The Electoral College gave them that influence. Along with such contrivances as the Missouri Compromise and the Kansas-Nebraska Act, it was designed to balance the interests of free and slave states, often by bending over backwards to placate the latter. Even so, the goal ultimately proved unattainable.

The house of cards came crashing down when the South seceded and started the Civil War. Then, when the North won, it granted African-Americans the right to vote and passed the 14th Amendment, enshrining the principle of one man, one vote in the Constitution. Everything that had been put in place to preserve the power of slave owners was swept aside.

Except the Electoral College, because it was already in the Constitution.

The E.C. remained in place even though it could no longer fulfill the purpose for which it was created: to help slave states. There no longer were any slave states. Or slaves. Just a bunch of pissed off former slaveholders who – despite the 14th Amendment – sought to keep blacks from voting by imposing things such as poll taxes, literacy tests and a host of other barriers later deemed to be unconstitutional.

Definitions of diversity

Here’s the upshot: Thanks to its place in the Constitution, the E.C. not only outlived its relevance, it preserved a power structure designed to bolster slavery – which was, most people would agree, an inherently unfair social system.

Is it any surprise that the E.C. is itself inherently unfair?

Rooted in an era before equal protection, it preserves the very framework that propped up the antebellum South.

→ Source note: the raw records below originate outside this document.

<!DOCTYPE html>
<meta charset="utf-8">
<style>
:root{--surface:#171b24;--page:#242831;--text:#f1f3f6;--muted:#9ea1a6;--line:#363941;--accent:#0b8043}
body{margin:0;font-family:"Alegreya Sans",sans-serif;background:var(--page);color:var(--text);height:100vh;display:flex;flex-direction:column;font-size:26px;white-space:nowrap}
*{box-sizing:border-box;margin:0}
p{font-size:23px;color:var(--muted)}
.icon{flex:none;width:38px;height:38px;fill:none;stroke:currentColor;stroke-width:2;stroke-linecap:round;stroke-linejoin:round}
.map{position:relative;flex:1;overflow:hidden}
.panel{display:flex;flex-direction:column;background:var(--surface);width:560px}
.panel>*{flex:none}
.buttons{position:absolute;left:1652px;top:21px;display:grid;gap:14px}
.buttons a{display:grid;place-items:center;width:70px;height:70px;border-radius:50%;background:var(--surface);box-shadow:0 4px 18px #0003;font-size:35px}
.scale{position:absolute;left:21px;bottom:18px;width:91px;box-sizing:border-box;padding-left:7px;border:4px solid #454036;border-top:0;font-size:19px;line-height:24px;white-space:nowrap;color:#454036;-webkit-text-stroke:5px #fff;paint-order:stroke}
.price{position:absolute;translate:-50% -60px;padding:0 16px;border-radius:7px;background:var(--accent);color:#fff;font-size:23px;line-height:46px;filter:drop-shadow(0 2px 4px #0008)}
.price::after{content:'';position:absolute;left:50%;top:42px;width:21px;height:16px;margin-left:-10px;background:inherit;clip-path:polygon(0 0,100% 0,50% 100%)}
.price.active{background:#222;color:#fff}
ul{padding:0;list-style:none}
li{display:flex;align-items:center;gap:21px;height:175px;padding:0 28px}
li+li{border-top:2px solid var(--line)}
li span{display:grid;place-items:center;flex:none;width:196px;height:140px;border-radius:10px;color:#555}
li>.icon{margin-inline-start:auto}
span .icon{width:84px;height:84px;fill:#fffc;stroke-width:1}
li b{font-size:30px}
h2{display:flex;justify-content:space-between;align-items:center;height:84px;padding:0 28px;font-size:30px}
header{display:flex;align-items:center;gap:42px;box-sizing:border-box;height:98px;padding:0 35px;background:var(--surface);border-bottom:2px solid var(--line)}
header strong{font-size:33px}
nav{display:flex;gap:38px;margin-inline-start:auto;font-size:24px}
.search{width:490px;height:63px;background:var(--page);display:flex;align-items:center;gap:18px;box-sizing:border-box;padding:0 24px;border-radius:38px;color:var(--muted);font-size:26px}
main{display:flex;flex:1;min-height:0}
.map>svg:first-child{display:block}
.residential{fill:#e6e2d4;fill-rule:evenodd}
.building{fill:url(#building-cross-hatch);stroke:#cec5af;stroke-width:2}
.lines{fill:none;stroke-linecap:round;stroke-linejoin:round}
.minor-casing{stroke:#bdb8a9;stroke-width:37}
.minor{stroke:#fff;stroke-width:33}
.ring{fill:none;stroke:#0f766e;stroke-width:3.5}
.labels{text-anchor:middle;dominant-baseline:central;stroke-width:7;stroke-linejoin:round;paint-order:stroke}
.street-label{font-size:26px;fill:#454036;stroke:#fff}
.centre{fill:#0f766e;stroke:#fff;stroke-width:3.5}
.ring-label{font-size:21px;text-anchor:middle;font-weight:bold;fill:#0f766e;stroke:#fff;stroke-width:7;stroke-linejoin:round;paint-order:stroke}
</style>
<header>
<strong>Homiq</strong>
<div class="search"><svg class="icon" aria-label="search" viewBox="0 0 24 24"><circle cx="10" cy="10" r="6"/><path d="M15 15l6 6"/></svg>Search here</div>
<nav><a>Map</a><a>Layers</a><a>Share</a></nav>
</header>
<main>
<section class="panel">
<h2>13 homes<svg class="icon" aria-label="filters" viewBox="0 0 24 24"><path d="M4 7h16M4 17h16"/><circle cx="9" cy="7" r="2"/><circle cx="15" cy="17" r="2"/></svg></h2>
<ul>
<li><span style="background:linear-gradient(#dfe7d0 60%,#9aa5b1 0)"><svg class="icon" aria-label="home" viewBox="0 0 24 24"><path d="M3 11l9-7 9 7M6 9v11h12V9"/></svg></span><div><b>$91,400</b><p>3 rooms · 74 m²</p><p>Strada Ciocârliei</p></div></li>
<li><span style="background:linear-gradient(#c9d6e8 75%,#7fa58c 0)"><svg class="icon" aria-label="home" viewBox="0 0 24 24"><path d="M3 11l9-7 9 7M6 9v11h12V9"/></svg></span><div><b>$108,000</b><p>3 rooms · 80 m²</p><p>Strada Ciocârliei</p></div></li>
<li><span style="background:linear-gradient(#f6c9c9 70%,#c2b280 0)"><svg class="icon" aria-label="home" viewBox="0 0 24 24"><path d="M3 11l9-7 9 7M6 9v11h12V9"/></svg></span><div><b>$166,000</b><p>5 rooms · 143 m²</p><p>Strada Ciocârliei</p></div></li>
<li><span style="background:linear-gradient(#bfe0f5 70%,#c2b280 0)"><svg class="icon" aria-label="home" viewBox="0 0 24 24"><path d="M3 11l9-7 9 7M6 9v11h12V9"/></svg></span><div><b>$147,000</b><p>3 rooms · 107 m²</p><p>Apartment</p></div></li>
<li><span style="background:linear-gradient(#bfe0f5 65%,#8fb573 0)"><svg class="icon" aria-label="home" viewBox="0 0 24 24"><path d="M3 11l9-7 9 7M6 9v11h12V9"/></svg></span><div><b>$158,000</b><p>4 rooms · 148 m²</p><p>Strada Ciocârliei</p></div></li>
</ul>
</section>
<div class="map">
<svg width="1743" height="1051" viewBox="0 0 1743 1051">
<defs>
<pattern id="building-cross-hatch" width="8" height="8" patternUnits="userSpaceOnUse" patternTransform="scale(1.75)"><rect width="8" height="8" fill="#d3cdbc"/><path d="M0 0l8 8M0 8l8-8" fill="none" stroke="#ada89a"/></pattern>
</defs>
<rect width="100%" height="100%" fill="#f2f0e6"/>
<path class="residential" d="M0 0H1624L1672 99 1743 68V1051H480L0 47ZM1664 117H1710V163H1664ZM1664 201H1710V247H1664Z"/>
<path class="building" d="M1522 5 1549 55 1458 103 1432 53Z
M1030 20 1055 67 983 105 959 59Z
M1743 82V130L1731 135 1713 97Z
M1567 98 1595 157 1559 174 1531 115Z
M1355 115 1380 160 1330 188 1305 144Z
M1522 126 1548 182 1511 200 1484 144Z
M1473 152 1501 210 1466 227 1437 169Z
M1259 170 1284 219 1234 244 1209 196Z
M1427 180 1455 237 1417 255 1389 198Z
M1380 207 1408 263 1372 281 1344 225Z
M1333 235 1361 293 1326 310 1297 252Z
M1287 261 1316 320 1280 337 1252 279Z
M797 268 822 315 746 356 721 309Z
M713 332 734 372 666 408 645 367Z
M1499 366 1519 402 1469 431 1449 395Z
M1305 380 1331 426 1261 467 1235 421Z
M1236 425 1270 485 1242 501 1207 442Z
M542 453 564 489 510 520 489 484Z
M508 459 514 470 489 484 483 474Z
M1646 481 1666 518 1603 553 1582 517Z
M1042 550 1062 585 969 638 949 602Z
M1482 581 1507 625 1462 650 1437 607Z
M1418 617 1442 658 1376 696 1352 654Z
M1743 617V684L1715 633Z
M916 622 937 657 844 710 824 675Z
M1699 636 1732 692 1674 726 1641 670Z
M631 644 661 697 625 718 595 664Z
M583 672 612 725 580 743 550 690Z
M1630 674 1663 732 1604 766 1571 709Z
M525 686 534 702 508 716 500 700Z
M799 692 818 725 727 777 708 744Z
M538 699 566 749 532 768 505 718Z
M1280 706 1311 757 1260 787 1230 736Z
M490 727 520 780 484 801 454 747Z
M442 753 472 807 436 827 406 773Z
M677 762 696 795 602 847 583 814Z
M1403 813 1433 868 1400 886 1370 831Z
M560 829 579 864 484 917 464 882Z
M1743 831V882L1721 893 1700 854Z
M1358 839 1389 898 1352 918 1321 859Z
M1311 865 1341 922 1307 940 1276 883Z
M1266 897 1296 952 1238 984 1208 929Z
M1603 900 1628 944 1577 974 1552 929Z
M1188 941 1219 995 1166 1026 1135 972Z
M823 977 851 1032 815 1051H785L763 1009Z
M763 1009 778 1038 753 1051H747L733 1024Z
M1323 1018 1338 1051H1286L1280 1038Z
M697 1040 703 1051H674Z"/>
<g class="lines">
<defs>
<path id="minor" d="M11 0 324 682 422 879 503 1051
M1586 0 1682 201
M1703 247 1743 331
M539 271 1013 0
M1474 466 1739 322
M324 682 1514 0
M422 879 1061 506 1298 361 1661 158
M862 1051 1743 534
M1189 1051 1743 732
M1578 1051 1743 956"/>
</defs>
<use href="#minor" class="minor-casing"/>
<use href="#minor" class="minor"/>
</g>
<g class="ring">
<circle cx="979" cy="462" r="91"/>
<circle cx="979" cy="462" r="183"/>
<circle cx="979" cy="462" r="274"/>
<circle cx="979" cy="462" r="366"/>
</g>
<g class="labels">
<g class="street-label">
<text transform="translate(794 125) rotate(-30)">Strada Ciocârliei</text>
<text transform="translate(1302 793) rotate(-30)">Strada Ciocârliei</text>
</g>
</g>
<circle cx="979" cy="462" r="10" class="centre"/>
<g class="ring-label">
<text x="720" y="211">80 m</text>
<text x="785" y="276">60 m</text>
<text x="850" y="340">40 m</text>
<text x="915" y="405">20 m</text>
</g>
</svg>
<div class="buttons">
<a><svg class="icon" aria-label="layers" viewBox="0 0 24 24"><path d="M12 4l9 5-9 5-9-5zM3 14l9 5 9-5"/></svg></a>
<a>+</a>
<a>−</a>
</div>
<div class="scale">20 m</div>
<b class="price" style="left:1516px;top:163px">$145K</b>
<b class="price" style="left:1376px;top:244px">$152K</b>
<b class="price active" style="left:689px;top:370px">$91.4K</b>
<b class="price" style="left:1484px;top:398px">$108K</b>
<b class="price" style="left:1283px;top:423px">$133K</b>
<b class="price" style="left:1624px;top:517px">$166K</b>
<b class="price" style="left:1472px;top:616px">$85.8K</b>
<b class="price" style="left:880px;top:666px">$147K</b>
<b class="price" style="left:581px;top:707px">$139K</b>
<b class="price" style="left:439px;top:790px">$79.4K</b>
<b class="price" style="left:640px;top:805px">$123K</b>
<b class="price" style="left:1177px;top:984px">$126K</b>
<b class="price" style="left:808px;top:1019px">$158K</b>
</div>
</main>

It’s a living relic of the slavery era that still manages to accomplish what poll taxes and literacy tests cannot: maximizing the rural white vote – just as it was intended to do. The Electoral College isn’t about preserving geographic diversity, it’s about constraining the kind of racial and ethnic diversity one finds in urban areas of highly populated states.

Embedded in the Constitution, the E.C. flies in the face of the 14th Amendment – which is part of this very same document.

It’s all but immune to reform, because the Constitution designed to be difficult to change (even when it contradicts itself). We citizens only seem to question it when it doesn’t match the popular vote, and the people it raises to power in such circumstance have less incentive than anyone else to challenge it.

I’m not saying you are a racist if you defend the Electoral College. What I am saying is that it was created in part to perpetuate racial inequality, so we shouldn’t be surprised if it does so. You can be resigned to it or even argue for it, but please don’t pretend it’s either fair or democratic. Land masses don’t vote. Slaves couldn’t, either.

As for California, it never was a slave state, but it and other urban centers remain chained to a skewed system that was designed to perpetuate a slave culture.

The moral of the story: If we want to be a free society, we should damned well start acting like one.